Proposte Normative

Redarre un disegno di legge, predisporre un parere pro veritate, affiancare un cittadino nei rapporti con l’Amministrazione

…presuppongono non solamente la conoscenza del diritto, ma anche una profonda comprensione del meccanismo legislativo e della prassi vigenti all’interno delle amministrazioni statali e degli enti locali.

Il diritto è difatti complessità e cultura, nella misura in cui, se il diritto è quel sapere che, più di ogni altro, fa cose con le parole, allora è nelle parole che si possono delineare le traiettorie dei principi e l’affermazione di valori. Persona, eguaglianza, pari dignità, libertà sono alcune delle parole chiave del moderno linguaggio dei diritti, riversato nelle proposte normative e nei provvedimenti dell’Amministrazione, costituendo espressione di quella semantica influente che viene a garantire ed arricchire il senso del diritto e dei diritti.

Riteniamo che non si possa approcciare il tema pensando che si tratti solo di dar forma a concetti, espressione di principi, laddove il linguaggio usato è invero quello della vita con cui il diritto descrive se stesso: è infatti nel gioco dell’esistenza quotidiana che l’intreccio diventa visibile, quando si deve decidere o dar ordine alle questioni sempre nuove e sempre eguali della vita.

proposta

Comprendere la complessità dei meccanismi normativi, significa riflettere sulla pluralità di esperienze in cerca di legittimazione e regolazione.
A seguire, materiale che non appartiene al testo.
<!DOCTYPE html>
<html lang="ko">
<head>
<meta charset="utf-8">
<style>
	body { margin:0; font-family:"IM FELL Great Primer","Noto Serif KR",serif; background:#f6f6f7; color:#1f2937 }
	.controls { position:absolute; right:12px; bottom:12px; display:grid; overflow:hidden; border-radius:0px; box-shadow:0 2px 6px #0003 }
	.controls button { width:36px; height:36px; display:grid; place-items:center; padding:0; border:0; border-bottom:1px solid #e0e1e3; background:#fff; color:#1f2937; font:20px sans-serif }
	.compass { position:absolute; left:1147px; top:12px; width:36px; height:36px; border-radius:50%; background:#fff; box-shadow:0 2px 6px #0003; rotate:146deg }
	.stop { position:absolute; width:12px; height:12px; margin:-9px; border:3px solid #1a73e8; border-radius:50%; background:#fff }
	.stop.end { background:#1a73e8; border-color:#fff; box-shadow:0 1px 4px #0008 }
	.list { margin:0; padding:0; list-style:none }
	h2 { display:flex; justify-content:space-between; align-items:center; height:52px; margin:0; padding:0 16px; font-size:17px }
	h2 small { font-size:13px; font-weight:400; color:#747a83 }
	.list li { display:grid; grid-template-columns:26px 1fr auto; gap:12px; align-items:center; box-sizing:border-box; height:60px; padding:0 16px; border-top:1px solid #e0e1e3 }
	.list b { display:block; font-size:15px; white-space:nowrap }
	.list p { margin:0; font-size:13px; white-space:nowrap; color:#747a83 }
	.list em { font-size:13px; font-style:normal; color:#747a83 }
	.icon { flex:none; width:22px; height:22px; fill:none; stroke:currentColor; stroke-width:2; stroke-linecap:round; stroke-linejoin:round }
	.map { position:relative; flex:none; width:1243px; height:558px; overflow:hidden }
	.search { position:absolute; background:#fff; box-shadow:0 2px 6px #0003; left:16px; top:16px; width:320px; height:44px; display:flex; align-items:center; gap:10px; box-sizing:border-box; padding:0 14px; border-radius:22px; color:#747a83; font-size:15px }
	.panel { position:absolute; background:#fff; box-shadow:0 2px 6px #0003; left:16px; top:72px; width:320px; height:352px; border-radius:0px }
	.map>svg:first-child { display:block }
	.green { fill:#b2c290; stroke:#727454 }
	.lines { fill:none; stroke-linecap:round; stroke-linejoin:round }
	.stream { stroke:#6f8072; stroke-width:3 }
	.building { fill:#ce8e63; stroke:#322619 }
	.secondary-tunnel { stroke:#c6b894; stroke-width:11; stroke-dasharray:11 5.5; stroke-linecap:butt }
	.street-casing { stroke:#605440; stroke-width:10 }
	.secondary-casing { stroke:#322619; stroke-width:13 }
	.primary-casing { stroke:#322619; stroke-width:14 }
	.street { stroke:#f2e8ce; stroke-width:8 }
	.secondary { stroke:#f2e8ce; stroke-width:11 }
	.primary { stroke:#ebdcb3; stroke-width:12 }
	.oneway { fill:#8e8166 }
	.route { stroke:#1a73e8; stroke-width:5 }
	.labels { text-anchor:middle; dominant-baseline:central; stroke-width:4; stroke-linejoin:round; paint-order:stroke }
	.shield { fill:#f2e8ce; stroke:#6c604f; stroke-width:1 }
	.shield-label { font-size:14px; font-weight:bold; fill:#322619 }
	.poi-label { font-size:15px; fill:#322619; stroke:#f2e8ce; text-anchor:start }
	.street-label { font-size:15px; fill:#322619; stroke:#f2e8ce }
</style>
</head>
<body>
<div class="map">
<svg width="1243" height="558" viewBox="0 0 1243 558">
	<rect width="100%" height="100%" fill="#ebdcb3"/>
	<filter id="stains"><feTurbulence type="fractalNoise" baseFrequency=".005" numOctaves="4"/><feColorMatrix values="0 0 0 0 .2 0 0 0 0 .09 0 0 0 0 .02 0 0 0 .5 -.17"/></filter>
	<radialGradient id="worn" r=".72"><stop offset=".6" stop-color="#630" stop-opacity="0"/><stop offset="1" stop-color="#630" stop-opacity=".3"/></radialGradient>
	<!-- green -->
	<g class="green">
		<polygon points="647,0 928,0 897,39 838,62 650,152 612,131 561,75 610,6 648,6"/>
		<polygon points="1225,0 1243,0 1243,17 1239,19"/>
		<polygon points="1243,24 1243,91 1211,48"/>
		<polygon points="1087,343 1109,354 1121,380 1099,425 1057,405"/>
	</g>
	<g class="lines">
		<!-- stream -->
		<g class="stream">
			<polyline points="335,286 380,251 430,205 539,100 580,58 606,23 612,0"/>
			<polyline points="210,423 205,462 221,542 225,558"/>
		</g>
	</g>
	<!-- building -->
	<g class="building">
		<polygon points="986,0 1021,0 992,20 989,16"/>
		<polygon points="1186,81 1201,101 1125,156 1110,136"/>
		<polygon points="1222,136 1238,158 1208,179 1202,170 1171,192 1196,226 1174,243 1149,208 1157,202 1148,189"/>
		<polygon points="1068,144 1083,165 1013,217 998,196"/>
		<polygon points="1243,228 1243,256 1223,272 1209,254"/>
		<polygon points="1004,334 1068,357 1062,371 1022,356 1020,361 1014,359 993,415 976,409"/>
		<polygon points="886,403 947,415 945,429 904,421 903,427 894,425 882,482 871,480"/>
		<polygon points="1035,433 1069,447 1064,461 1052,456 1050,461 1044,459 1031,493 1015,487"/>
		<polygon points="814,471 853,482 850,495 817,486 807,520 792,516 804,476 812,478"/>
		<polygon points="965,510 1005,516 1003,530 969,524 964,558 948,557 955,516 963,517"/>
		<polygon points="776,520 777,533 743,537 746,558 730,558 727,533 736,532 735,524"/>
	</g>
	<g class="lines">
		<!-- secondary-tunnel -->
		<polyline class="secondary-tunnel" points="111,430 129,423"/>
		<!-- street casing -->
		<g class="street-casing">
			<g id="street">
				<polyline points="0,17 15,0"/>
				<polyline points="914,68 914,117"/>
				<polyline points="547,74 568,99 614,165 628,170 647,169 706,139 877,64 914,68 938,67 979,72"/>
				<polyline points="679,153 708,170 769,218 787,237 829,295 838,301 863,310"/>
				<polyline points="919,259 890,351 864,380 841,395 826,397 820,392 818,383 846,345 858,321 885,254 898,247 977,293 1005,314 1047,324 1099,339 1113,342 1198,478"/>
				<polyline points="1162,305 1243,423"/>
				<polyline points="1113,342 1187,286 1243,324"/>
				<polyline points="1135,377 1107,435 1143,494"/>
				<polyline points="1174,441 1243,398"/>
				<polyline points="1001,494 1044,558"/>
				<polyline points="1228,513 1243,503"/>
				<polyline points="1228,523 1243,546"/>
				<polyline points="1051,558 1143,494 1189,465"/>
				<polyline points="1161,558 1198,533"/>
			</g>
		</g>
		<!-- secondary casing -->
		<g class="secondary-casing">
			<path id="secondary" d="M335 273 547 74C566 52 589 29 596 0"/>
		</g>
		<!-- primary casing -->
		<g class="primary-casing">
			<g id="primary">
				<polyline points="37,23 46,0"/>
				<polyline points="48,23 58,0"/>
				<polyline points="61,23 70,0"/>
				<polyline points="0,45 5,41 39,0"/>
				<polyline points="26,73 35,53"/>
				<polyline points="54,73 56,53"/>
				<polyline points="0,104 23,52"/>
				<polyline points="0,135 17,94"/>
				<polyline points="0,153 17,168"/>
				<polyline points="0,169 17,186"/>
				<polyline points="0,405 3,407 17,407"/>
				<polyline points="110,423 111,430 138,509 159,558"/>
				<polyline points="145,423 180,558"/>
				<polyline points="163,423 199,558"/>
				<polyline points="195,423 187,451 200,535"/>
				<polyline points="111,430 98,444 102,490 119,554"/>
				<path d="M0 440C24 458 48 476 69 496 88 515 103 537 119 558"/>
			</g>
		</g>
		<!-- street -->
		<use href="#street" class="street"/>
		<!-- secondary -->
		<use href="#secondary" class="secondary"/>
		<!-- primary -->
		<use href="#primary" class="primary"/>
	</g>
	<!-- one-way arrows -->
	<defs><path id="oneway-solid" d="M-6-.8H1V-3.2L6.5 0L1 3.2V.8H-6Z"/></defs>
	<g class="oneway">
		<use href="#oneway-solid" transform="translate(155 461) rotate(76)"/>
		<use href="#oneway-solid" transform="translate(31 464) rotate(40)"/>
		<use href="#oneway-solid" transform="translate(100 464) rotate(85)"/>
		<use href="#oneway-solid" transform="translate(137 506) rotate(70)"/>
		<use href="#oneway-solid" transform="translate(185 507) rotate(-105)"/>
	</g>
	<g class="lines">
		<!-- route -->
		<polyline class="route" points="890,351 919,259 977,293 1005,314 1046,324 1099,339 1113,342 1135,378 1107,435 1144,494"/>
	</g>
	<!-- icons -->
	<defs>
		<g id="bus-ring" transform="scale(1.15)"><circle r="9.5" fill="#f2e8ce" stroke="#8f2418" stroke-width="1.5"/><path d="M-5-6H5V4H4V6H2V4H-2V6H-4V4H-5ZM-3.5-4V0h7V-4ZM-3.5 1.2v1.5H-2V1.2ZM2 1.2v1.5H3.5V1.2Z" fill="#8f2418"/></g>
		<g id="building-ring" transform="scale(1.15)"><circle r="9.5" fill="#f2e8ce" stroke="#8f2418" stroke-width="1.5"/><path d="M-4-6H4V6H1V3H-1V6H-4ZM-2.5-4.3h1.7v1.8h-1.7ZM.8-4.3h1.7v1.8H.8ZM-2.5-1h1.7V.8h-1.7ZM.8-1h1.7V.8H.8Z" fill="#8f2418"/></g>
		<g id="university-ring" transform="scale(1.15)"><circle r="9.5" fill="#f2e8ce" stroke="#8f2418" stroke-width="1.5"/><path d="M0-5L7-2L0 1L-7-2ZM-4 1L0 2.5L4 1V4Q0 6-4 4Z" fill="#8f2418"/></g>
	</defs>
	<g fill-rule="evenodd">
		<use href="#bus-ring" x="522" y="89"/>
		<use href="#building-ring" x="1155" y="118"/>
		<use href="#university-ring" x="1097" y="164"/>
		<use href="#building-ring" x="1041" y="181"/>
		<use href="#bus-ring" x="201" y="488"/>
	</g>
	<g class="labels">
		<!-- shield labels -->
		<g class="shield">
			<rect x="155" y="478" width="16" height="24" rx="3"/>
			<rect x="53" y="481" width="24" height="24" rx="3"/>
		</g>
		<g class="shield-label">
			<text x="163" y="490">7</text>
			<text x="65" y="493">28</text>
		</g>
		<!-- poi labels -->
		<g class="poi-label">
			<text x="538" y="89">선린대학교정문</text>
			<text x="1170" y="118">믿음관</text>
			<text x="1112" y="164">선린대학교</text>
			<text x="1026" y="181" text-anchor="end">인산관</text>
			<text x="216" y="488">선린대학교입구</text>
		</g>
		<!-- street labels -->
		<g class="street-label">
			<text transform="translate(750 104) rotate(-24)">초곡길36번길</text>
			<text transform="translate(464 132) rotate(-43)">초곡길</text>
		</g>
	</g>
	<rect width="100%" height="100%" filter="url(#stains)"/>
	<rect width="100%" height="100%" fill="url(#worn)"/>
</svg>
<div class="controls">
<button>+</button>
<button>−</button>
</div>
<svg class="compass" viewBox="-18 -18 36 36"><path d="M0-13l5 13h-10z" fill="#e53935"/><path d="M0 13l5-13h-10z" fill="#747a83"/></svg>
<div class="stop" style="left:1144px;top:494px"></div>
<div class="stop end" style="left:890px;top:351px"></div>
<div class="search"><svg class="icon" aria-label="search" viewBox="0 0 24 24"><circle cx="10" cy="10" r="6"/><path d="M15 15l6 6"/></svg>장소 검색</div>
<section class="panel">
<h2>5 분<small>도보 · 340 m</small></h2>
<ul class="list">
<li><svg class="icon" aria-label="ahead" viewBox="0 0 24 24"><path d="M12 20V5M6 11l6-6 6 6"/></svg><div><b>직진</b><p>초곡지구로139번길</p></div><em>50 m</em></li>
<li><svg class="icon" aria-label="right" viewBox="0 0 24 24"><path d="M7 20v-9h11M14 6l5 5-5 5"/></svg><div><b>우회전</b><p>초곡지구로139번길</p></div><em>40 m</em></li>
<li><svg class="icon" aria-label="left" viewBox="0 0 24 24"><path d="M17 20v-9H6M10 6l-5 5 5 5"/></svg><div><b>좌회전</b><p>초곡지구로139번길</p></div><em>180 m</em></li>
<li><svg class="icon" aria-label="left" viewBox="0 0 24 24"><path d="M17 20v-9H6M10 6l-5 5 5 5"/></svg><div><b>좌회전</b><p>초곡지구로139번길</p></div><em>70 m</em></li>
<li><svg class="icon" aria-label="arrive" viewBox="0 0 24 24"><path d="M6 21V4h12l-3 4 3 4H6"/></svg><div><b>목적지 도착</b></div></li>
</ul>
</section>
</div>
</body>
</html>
Il linguaggio del diritto non potrà (nè dovrà) pertanto essere solo quello del divieto o soltanto quello dell’autorizzazione, dovendo includere la possibilità che rappresenta l’eccedenza propria dell’esistenza e delle sue storie.

Proprio per questo il giudizio di fattibilità delle leggi non può limitarsi a considerare l’idoneità dell’apparato amministrativo, ma deve comprendere anche l’aspetto della confezione degli enunciati, perché un enunciato non intelligibile o scarsamente intelligibile costituisce un fattore di sfavore per i cittadini.

Vi è infatti la consapevolezza che questo approccio costituisce una risorsa, non un limite, e che non ha un valore solo tecnico, ma che contribuisce alla realizzazione di valori fondamentali di civiltà giuridica posti a tutela della norma e dello stesso ordinamento, quale quello della certezza del diritto.

La comprensibilità dell’enunciato normativo costituisce condizione perché possa essere imposto ai cittadini il rispetto delle leggi.

Al contempo, per essere al passo con i tempi, il diritto deve mostrarsi duttile, facendo proprie le personalissime e singolari situazioni esistenziali delle persone, in modo da far sì che i cittadini, specie se indeboliti, oltrepassani la soglia, escano dall’ombra, ricevendo risposta dall’ordinamento alle loro invocazioni.

Questa prospettiva, che coniuga rigore tecnico e passione per il diritto, consente di cercare un giusto equilibrio tra l’etica dei diritti, espressione del riconoscimento dell’ugual rispetto dovuto a ognuno e l’etica della responsabilità, la quale tiene conto delle conseguenze di determinate scelte nell’ottica del bene comune.

A chi rivolgiamo la nostra consulenza

La nostra opera, per l’assai singolare ispirazione che trapela dalla stessa scelta della denominazione Contrajus, si rivolge a chiunque (privati, amministrazioni o enti locali) cerchi seria analisi delle fattispecie, assoluta libertà d’azione, partnership con i migliori consulenti, così da conseguire pareri pro veritate, interventi di supporto nei rapporti con l’Amministrazione, predisposizione di proposte normative o formazione nell’ambito di corsi di aggiornamento professionale.